Un compromis me paraît possible. Un effort des deux commissions est nécessaire, me semble-t-il, pour y parvenir.

Mme la présidente. La parole est à M. Roland Povinelli, pour explication de vote.

M. Roland Povinelli. À entendre certains discours, je me demande si cet hémicycle compte beaucoup de maires ou d’anciens maires.

Je pensais que le Sénat était la maison des communes. Force est de constater que ce n’est pas toujours évident. À cet égard, je remercie notre collègue Michel Charasse d’avoir mis l’accent sur un point essentiel.

Permettez-moi de vous faire part de mes interrogations : si c’est la métropole qui, demain, vote l’impôt – cette compétence majeure, au même titre d’ailleurs que l’établissement du plan local d’urbanisme, relève des collectivités locales – comment la commune vivra-t-elle ? Comment un maire pourra-t-il, à l’occasion des prochaines élections municipales, présenter un programme à ses électeurs ? S’il n’a plus aucune latitude en matière de budget, aura-t-il d’autre choix que de dire à ses électeurs : « Votez pour moi, je suis le plus beau, le plus fort.

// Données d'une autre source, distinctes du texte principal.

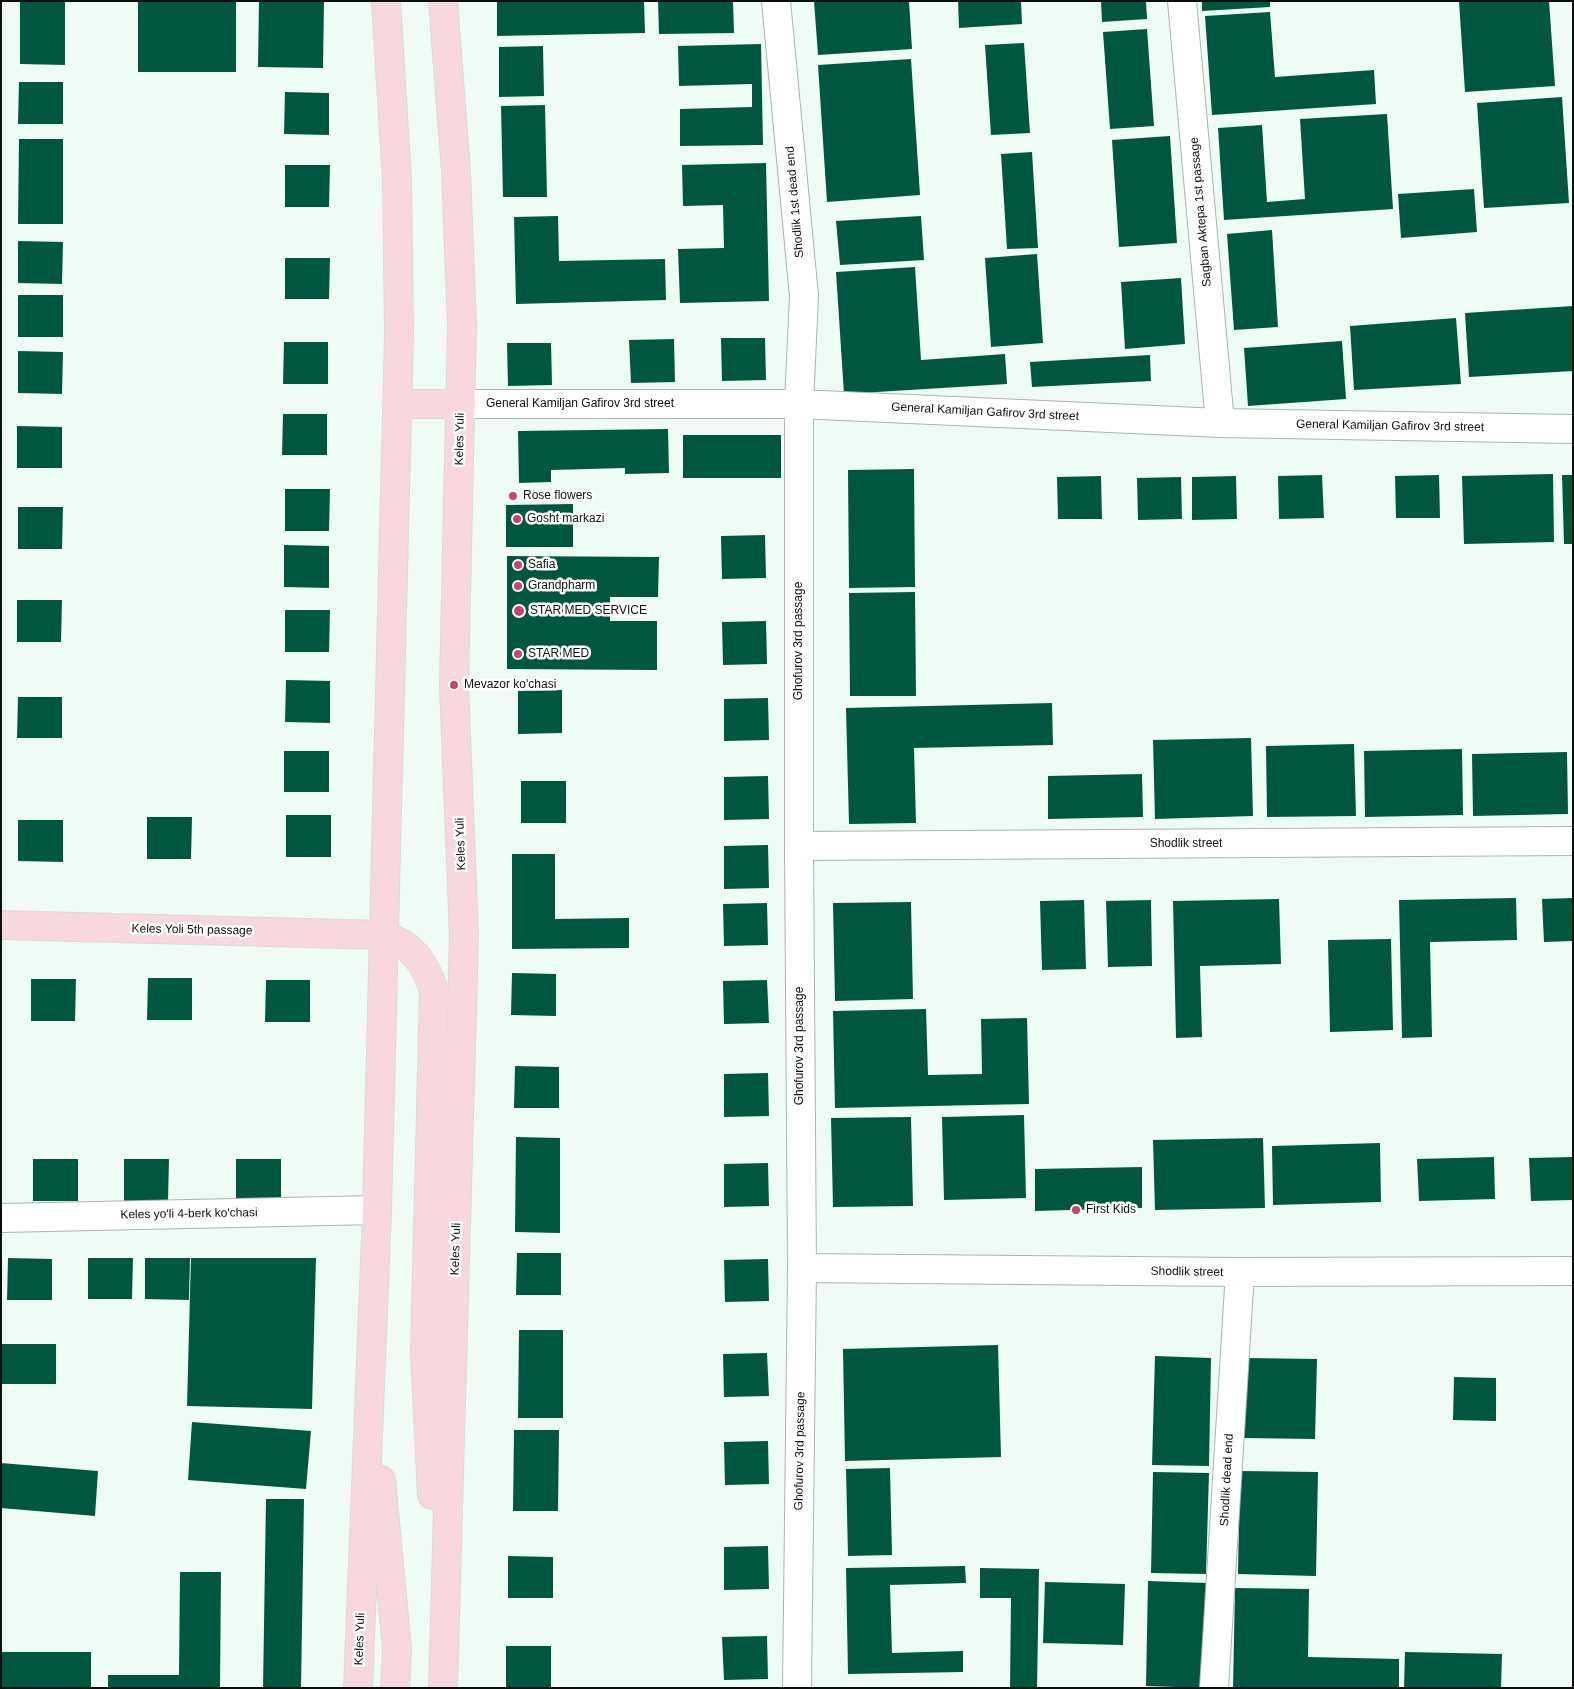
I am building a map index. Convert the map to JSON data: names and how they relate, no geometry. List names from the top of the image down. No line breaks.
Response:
{"streets":{"main road":["General Kamiljan Gafirov 3rd street","Keles Yuli","Keles Yoli 5th passage"],"street":["Shodlik 1st dead end","Sagban Aktepa 1st passage","Ghofurov 3rd passage","Shodlik street","Keles yo'li 4-berk ko'chasi","Shodlik dead end"]},"crossings":[["Shodlik 1st dead end","General Kamiljan Gafirov 3rd street"],["Shodlik 1st dead end","Ghofurov 3rd passage"],["Sagban Aktepa 1st passage","General Kamiljan Gafirov 3rd street"],["General Kamiljan Gafirov 3rd street","Keles Yuli"],["General Kamiljan Gafirov 3rd street","Ghofurov 3rd passage"],["Keles Yuli","Keles Yoli 5th passage"],["Keles Yuli","Keles yo'li 4-berk ko'chasi"],["Ghofurov 3rd passage","Shodlik street"],["Shodlik street","Shodlik dead end"]],"places":["Rose flowers","Gosht markazi","Safia","Grandpharm","STAR MED SERVICE","STAR MED","Mevazor ko'chasi","First Kids"]}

Pour les impôts, nous verrons ce que décidera la métropole » ?

Je m’interroge également sur l’urbanisme. Ainsi, alors que ma commune compte aujourd'hui 20 000 habitants, la métropole pourra-t-elle la transformer en une ville de 100 000 habitants ? Dans ce cas, il faut aller plus loin, mettre fin à toute hypocrisie et supprimer les communes ou organiser leur fusion. Les choses seront alors plus claires.

On dit depuis toujours que la commune est la cellule de base de la démocratie. Je le rappelle, l’article 72 de la Constitution, inspiré par le général de Gaulle – que les gaullistes dans cette enceinte ne l’oublient pas ! (Exclamations sur les travées de lUMP.) –, prévoit que les communes « s’administrent librement ». Les lois de décentralisation Mauroy et Defferre ont, quant à elles, précisé qu’aucune collectivité locale ne pouvait s’immiscer dans la vie d’une autre collectivité locale.

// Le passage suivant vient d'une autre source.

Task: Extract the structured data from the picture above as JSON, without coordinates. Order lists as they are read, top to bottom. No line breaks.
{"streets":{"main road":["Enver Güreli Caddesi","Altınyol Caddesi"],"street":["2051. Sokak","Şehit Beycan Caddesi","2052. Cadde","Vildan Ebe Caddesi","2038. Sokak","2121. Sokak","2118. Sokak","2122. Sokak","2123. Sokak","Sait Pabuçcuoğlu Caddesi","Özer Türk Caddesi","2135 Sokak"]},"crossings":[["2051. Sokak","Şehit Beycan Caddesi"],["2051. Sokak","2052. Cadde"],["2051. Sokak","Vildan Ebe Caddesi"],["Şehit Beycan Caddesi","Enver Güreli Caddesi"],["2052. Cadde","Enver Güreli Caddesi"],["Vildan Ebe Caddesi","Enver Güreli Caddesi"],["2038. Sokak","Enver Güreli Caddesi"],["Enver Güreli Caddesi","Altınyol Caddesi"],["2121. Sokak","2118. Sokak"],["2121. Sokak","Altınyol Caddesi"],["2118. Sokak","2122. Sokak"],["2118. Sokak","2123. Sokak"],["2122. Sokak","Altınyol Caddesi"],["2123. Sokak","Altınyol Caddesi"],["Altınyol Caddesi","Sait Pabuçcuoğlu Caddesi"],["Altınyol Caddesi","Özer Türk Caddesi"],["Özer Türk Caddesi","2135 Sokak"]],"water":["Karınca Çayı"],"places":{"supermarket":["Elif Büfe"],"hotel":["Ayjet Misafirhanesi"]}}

Les métropoles : le grand mot ! Je dis toujours que si l’on réunit dix pauvres, cela ne fait pas un riche ! (Sourires.) Demain, des métropoles regrouperont quatre-vingts communes et devront lutter contre d’autres métropoles. M. Fourcade s’est ainsi demandé comment Perpignan pourrait lutter contre Barcelone. Veuillez m’excuser, monsieur Fourcade, mais je préfère habiter à Perpignan plutôt qu’à Barcelone. (Exclamations sur les travées de lUMP.) Il est plus agréable d’habiter dans ma commune de 20 000 habitants qu’à Paris, où l’air est irrespirable. (Protestations sur les mêmes travées.) Je sais que je fais de la peine aux Parisiens, mais on est d’accord avec moi de ce côté de l’hémicycle (L’orateur désigne les travées du groupe socialiste.), où l’on ne me chahute pas.

Que la métropole s’occupe des grands axes de l’avenir que nous avons longuement évoqués, tout le monde en est d’accord. En revanche, que l’on ne force pas les communes comme la mienne et d’autres à en faire partie !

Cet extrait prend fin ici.